*** Entries supplied Section Begins ***

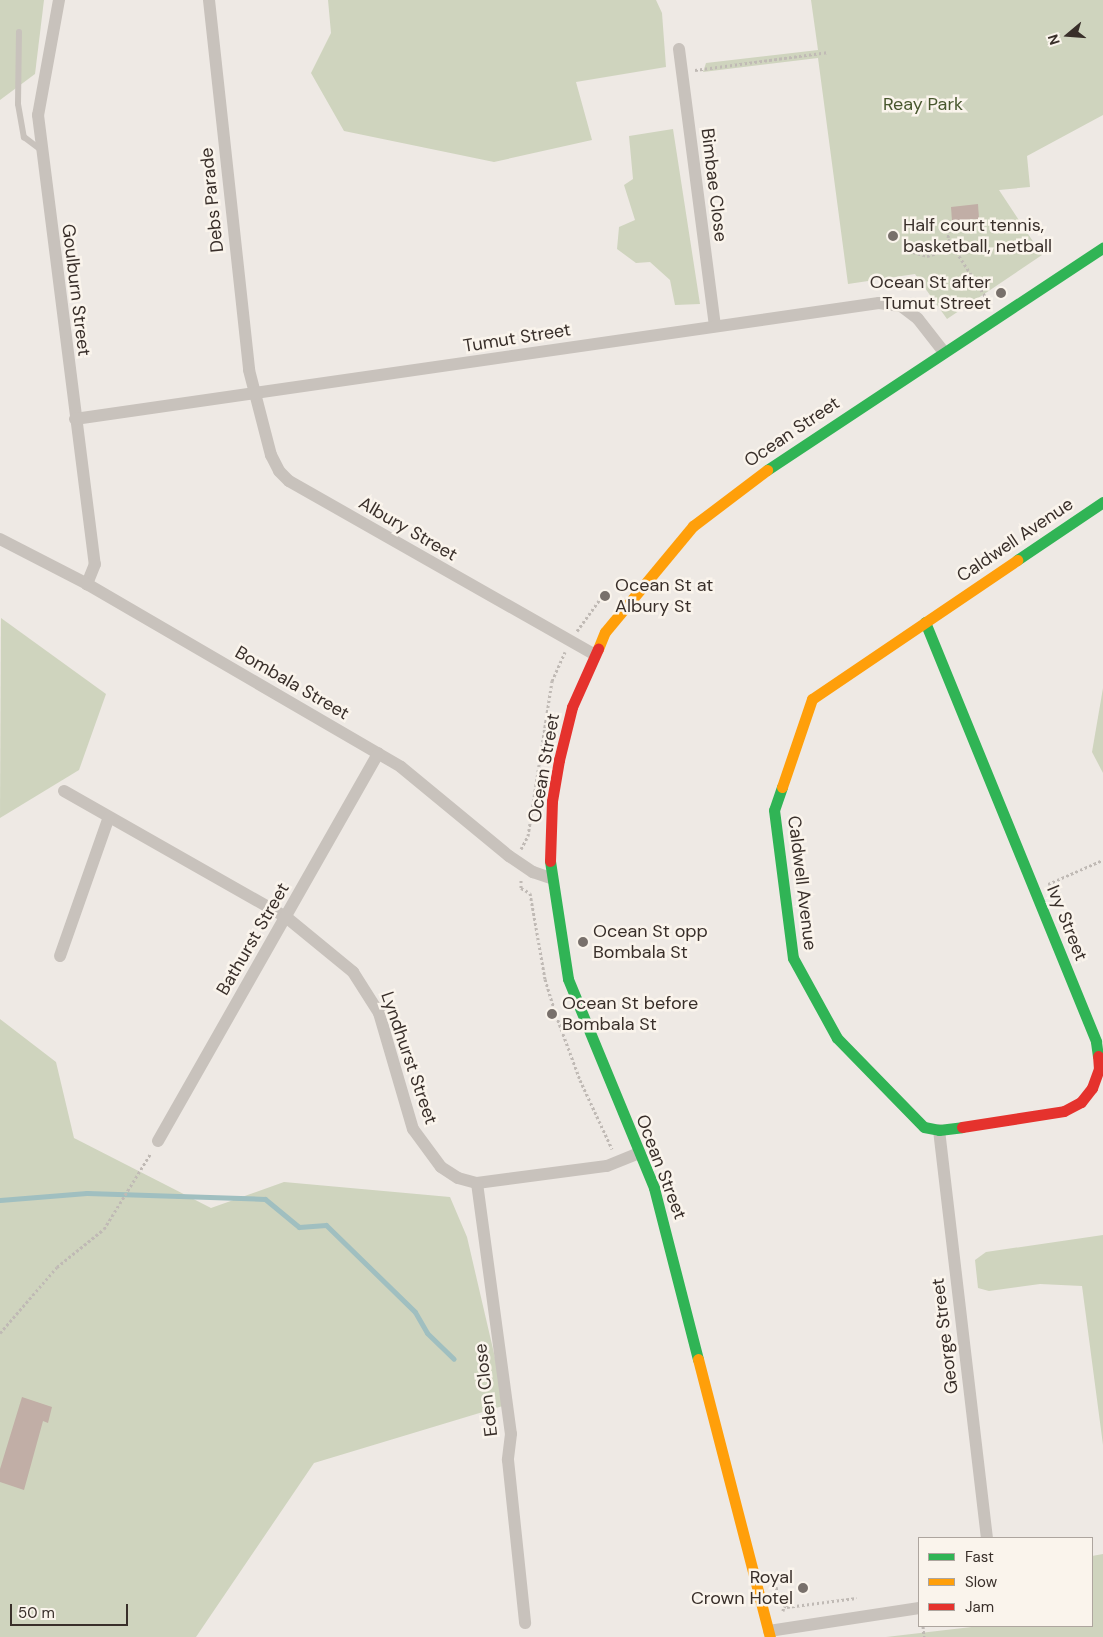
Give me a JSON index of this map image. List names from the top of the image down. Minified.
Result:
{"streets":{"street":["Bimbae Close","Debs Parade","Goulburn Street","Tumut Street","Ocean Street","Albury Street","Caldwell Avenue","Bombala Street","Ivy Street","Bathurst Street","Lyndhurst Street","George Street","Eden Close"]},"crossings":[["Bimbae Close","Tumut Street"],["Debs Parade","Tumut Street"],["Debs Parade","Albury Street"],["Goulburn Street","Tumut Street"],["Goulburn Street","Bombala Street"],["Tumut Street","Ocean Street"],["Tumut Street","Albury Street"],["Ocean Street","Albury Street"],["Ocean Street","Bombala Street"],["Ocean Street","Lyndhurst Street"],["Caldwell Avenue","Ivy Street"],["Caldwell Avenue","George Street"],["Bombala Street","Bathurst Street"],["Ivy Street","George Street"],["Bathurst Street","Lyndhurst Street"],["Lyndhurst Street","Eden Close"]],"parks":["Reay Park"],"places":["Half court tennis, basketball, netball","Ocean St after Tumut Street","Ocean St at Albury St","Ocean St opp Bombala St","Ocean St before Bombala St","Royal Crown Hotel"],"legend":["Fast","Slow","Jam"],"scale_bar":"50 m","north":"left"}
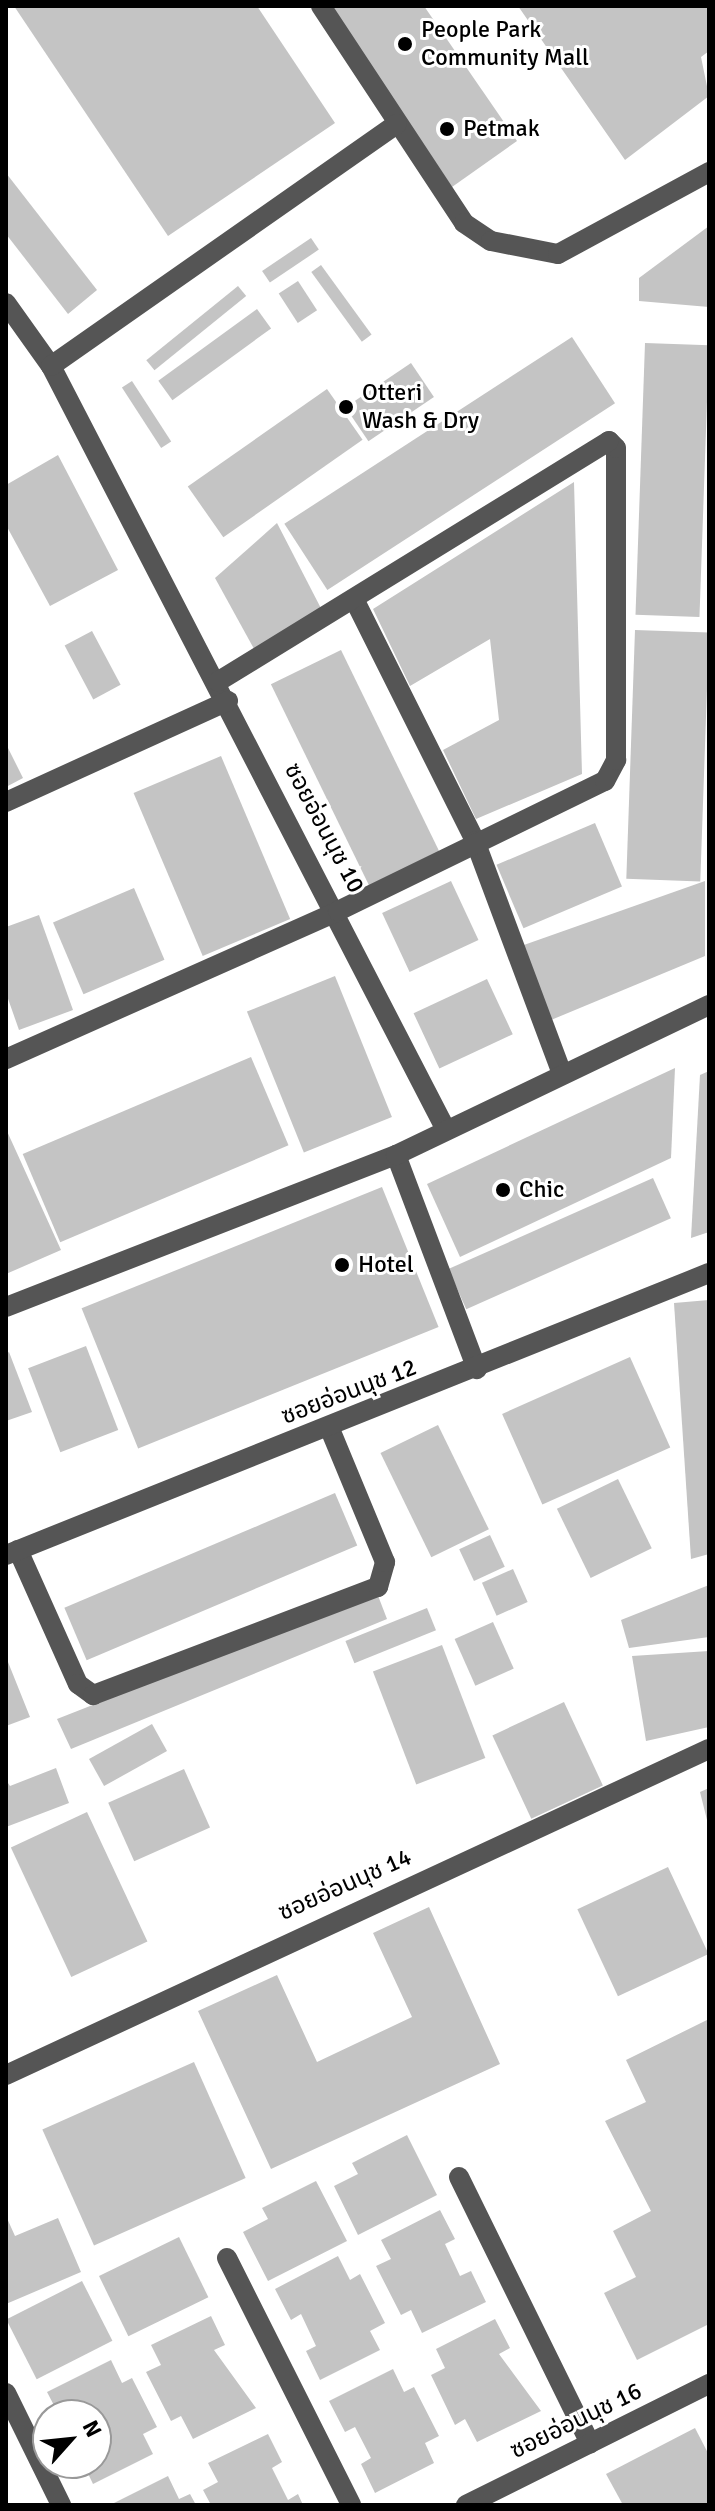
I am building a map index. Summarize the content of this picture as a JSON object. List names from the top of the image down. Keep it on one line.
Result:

*** Entries supplied Section Ends ***
*** Entries supplied Section Begins ***

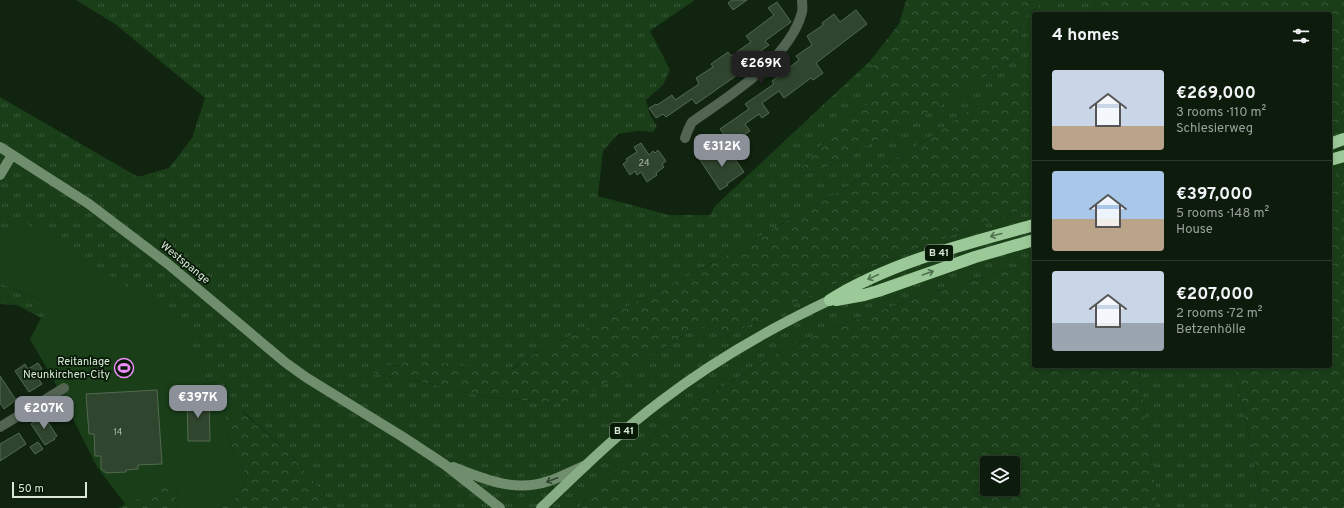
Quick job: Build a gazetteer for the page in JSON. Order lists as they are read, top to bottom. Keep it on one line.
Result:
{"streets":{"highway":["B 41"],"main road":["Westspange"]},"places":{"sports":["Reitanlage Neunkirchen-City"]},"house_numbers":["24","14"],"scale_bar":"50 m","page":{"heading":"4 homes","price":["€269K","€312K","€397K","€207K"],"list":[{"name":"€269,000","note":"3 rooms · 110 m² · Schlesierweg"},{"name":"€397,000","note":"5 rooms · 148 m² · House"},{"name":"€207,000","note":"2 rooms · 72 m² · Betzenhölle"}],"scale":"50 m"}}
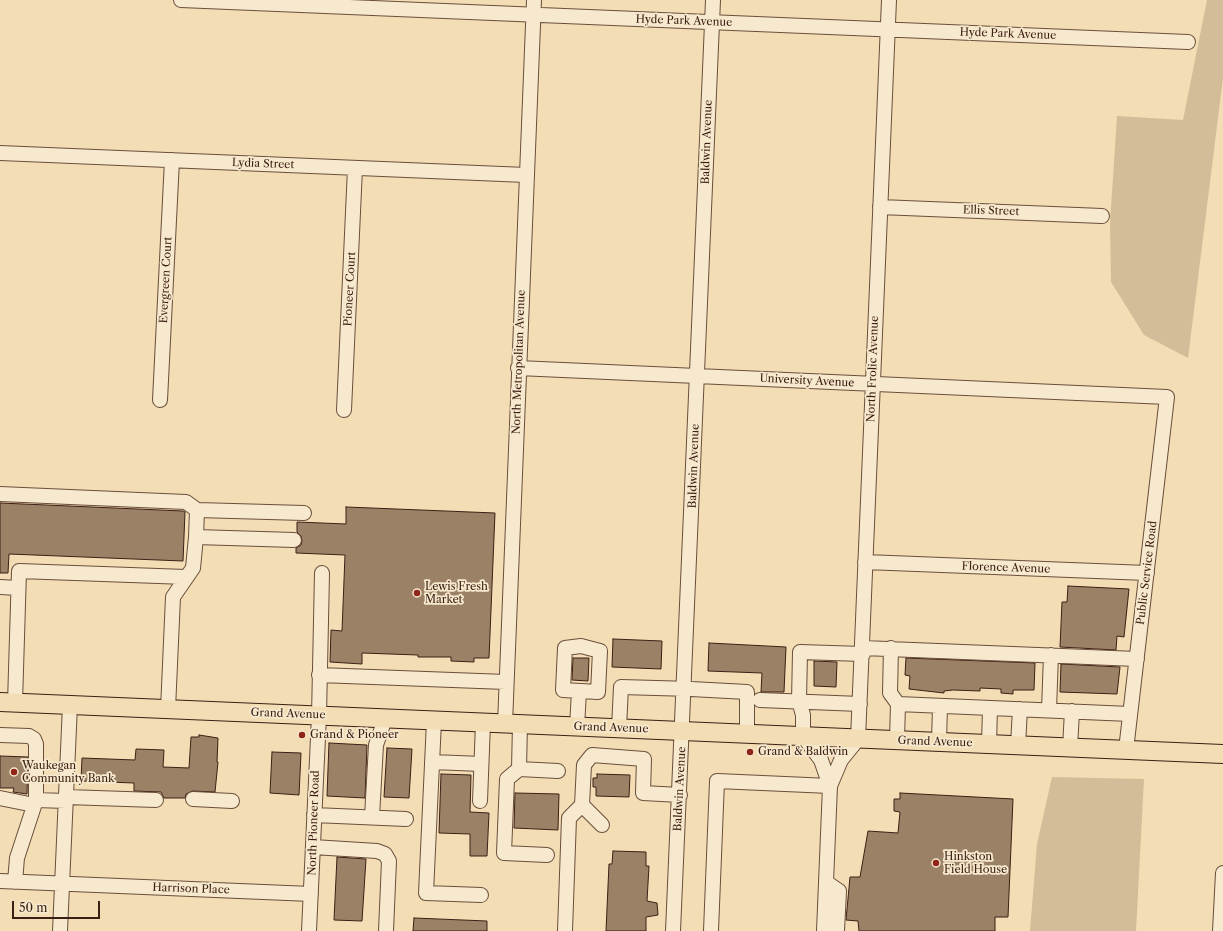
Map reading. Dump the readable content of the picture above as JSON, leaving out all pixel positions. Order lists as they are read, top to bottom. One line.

*** Entries supplied Section Ends ***

Goal of the exercise:
Search the preceding listing for "from" and extract every line where it is found.

Task output:
Give me a JSON index of this map image. List names from the top of the image down. Minified.
I am building a map index. Summarize the content of this picture as a JSON object. List names from the top of the image down. Keep it on one line.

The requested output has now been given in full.